The Middle East Media Research Institute has published a translation of an interview from late September in which Child and the Future Cultural Center director Hamid Sadeghi talked about Iran’s new City of Games for Revolutionary Children Park.

The center is an “amusement park” in which children from 8 to 13 years of age pretend they are soldiers fighting all of Iran’s enemies: the Islamic State, Saudi Arabia, Israel, and the United States.

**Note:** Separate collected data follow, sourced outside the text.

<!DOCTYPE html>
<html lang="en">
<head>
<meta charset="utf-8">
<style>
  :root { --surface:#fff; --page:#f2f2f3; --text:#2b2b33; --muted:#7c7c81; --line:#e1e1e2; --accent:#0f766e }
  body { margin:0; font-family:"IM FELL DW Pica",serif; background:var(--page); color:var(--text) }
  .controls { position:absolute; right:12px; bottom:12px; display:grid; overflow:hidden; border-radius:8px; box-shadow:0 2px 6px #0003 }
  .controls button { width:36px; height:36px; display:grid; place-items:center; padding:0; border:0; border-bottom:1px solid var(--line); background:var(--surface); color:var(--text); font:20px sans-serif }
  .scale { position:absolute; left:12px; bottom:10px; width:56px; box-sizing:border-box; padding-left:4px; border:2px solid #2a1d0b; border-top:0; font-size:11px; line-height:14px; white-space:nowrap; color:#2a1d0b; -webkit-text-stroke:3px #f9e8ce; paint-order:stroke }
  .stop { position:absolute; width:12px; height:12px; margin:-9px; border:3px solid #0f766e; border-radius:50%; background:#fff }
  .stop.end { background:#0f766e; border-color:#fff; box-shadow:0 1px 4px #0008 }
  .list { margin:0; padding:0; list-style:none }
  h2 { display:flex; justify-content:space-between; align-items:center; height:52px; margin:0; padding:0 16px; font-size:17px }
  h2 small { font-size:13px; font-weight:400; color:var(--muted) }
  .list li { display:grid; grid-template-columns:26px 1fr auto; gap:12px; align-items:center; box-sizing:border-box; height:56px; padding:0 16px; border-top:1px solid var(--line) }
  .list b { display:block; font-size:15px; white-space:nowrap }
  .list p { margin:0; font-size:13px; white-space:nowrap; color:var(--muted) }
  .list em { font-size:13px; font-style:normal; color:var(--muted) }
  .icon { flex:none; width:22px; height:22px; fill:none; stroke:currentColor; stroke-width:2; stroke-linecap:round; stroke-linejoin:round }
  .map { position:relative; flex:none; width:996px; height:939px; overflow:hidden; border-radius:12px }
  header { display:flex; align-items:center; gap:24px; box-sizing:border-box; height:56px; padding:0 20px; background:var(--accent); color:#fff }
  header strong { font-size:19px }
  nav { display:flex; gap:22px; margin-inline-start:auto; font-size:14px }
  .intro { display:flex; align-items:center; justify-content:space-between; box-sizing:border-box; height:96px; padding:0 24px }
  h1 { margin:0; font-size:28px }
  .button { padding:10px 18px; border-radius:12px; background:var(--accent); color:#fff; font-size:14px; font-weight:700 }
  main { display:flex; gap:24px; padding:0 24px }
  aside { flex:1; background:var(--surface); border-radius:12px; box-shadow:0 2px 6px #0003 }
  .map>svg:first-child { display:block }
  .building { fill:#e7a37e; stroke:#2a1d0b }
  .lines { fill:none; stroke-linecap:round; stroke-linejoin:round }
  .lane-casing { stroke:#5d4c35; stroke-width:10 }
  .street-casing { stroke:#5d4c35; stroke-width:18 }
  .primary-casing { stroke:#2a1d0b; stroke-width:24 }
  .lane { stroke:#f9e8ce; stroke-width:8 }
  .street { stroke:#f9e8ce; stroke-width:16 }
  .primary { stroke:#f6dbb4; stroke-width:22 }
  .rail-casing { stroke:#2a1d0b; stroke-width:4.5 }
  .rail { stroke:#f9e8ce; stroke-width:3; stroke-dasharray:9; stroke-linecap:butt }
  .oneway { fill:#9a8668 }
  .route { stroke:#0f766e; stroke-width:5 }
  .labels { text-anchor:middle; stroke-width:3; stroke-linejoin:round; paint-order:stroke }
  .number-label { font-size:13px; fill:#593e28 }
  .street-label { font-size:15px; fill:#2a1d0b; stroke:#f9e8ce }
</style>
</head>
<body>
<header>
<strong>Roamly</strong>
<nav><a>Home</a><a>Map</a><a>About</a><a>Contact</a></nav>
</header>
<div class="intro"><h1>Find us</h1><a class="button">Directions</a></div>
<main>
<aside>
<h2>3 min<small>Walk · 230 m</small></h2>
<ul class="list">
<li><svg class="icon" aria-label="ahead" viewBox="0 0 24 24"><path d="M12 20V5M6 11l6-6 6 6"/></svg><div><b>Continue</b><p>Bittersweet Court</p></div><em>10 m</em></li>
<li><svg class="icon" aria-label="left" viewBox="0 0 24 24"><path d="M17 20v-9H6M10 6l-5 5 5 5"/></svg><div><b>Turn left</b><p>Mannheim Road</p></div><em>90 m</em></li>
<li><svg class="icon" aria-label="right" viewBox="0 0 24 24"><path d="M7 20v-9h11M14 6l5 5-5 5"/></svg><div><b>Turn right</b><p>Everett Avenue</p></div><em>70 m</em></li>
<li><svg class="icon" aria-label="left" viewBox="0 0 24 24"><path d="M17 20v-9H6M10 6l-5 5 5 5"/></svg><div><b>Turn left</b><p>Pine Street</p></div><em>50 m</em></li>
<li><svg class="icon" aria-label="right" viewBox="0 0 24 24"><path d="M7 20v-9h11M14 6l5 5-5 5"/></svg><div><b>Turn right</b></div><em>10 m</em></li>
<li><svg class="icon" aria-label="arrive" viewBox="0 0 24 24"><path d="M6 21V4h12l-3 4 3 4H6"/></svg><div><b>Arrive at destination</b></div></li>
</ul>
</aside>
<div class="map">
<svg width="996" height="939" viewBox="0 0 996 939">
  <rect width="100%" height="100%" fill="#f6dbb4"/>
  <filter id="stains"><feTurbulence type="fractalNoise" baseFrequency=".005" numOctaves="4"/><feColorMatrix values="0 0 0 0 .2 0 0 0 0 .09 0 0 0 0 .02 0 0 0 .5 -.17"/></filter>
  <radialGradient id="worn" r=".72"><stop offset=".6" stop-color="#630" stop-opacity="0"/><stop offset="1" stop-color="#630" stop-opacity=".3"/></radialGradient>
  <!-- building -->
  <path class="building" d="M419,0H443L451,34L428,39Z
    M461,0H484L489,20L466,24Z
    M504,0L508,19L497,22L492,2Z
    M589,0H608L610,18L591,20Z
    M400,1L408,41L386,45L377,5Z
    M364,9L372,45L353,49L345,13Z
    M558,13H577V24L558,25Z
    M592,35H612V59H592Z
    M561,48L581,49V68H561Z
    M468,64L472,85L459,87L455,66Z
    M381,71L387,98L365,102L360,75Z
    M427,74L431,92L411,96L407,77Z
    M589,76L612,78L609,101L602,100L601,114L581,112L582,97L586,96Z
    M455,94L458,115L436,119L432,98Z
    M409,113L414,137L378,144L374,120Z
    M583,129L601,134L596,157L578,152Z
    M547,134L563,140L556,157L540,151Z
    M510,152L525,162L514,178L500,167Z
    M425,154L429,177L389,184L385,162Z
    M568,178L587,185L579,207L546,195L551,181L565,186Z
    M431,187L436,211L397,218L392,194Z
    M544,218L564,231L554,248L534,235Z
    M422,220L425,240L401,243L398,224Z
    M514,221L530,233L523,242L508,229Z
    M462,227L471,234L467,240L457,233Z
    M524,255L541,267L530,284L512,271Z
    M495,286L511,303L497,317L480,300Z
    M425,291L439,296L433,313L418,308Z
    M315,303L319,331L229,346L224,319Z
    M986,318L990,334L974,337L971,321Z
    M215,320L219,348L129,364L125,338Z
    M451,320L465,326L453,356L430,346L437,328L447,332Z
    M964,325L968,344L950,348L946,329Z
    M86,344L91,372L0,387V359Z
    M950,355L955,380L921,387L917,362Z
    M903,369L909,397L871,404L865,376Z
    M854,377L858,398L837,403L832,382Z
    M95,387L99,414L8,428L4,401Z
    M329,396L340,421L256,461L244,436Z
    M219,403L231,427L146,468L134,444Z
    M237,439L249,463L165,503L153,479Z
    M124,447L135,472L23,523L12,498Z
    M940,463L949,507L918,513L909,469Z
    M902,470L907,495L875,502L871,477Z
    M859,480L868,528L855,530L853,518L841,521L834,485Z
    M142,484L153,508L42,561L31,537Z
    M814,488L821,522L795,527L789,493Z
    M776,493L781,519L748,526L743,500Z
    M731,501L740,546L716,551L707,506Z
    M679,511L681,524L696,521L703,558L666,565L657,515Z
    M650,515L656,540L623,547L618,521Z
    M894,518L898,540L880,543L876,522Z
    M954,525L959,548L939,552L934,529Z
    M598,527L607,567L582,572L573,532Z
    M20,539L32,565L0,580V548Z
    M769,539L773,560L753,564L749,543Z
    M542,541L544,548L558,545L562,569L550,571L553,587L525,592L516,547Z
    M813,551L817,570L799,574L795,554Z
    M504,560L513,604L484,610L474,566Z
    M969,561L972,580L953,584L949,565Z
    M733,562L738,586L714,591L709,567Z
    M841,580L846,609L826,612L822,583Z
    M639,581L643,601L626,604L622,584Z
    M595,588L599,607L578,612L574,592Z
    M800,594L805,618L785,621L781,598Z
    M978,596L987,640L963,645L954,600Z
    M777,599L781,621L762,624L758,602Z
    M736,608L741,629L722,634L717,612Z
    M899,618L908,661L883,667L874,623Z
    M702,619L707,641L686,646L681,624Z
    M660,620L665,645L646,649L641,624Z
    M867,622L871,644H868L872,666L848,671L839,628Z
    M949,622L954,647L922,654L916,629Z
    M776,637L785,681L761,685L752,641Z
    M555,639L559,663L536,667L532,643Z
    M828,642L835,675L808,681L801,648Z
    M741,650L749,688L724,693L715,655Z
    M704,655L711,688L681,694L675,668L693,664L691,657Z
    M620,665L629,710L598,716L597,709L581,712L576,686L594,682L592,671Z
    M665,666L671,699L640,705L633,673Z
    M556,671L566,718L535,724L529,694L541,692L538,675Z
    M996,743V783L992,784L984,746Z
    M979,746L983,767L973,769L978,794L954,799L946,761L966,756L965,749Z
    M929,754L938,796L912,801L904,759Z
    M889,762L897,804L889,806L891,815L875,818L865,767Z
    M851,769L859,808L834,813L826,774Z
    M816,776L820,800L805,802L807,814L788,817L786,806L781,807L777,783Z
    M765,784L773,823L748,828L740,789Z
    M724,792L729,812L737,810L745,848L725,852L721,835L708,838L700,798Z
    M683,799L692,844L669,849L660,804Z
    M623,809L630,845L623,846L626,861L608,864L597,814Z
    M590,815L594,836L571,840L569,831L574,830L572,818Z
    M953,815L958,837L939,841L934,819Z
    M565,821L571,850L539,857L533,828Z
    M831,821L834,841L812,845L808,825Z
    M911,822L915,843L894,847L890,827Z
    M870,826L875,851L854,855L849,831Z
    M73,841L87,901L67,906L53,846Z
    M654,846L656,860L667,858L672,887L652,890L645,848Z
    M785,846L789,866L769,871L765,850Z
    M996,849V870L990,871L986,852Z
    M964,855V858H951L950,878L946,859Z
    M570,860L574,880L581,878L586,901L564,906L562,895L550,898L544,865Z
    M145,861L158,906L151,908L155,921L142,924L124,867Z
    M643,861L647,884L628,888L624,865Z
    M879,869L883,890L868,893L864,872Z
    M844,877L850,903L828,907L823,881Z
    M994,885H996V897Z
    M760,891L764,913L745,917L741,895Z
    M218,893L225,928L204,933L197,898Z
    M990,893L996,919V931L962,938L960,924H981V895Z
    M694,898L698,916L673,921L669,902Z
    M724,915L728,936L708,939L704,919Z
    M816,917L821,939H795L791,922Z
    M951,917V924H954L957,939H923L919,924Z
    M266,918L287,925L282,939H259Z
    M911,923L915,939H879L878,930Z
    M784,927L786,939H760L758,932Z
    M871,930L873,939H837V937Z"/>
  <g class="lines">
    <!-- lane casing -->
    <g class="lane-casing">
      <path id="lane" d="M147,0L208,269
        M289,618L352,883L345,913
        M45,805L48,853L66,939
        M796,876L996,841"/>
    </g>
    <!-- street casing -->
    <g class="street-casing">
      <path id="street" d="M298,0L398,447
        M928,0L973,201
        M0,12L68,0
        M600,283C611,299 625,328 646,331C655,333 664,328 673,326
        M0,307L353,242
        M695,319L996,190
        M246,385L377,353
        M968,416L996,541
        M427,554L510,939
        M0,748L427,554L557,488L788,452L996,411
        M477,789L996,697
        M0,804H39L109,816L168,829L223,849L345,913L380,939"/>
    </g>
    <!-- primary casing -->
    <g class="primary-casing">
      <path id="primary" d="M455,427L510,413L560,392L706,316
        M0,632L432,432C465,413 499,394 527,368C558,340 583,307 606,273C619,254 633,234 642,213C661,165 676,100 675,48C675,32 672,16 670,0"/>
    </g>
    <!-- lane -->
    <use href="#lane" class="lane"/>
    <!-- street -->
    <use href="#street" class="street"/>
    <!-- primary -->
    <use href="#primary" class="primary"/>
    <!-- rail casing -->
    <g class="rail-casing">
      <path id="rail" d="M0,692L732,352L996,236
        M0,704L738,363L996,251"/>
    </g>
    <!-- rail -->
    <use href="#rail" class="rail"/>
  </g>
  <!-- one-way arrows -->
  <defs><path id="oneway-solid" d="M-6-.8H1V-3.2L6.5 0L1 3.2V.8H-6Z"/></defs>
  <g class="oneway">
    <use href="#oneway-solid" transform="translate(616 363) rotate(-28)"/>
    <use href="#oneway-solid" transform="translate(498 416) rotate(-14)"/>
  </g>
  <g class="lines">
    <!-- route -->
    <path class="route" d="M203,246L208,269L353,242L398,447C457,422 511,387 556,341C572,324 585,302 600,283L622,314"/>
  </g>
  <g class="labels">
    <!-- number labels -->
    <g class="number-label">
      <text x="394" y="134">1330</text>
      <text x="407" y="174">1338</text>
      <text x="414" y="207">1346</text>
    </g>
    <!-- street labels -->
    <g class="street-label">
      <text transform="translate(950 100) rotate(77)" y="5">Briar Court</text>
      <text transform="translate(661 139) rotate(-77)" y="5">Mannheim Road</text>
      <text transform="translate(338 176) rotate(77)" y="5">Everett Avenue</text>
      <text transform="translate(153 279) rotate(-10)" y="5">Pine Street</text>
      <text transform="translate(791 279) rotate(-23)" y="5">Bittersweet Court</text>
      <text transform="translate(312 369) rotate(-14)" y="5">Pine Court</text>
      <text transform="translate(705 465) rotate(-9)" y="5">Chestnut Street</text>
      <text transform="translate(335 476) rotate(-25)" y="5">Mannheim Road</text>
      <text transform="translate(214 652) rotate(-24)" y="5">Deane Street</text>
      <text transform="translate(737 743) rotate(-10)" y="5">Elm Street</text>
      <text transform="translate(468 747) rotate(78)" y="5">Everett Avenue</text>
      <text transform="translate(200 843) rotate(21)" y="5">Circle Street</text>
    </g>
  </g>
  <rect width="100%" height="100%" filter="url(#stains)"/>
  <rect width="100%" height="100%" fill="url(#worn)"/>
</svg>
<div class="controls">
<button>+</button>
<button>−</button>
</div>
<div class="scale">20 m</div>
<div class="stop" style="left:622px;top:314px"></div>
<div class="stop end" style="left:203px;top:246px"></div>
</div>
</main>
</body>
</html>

Sadeghi was interviewed by a media outlet called Raja News, which MEMRI describes as “close to Iran’s Islamic Revolutionary Guard Corps.” The way he described the park made it sound more like a carnival exhibit, which ran for a few weeks in September, with an option to extend the engagement if it was popular. He claimed the program, offered free of charge to children in the target age group, “has been in great demand.”

MEMRI

“At the City of Games, we are trying to convey to the children messages about fighting, the Holy Defense and current global issues, through games, amusements, and group activities,” Sadeghi explained.

MEMRI notes that “Holy Defense” refers to the Iran-Iraq War, which lasted for most of the 1980s, and killed up to a million people on both sides.

Sadeghi said the experience began with “cultural experts” teaching some Shiite theology to the children, including the appointment of the Imam Ali as successor to Mohammed and the first “caliph,” which is the key doctrinal difference between Shia and Sunni Islam.

The children, dressed in military uniforms, were then sent through various activities “simulating fighting the enemy” and learning simple combat techniques, such as “firing plastic artillery shells at a simulated enemy, as well as aiming and firing a rifle with plastic bullets at Netanyahu and at U.S. and Israeli flags.”

In other words, Iran’s government taught its children to shoot plastic bullets at an effigy of Israeli Prime Minister Benjamin Netanyahu. In later drills, they threw balls at “effigies of ISIS and the Saudi royal family.”

After swallowing a hefty dose of propaganda about Iran’s glorious victory in the Iran-Iraq War, the children were shown what it is like to fight ISIS in Syria, including the defense of the Shrine of Zaynab mosque, which is located in Damascus and holds the remains of Mohammed’s granddaughter, according to Shiite tradition. This segment of the tour involved kid-sized recreations of fairly realistic military drills, such as crawling through fire zones, penetrating barbed wire fences, and using sandbags for cover.

MEMRI

The kids also played a word game that involved “finding bullets, each of which have a single letter written on it,” and using the bullets to spell out words and sentences.

The final exercise was meant to teach children that “the most important elements for attaining victory are wisdom and intelligence for fighting the enemy.” To this end, the children were “blindfolded and asked to throw a ball at an Israeli flag in the form of a puzzle and knock it down, and then to assemble a puzzle of an Iranian flag.”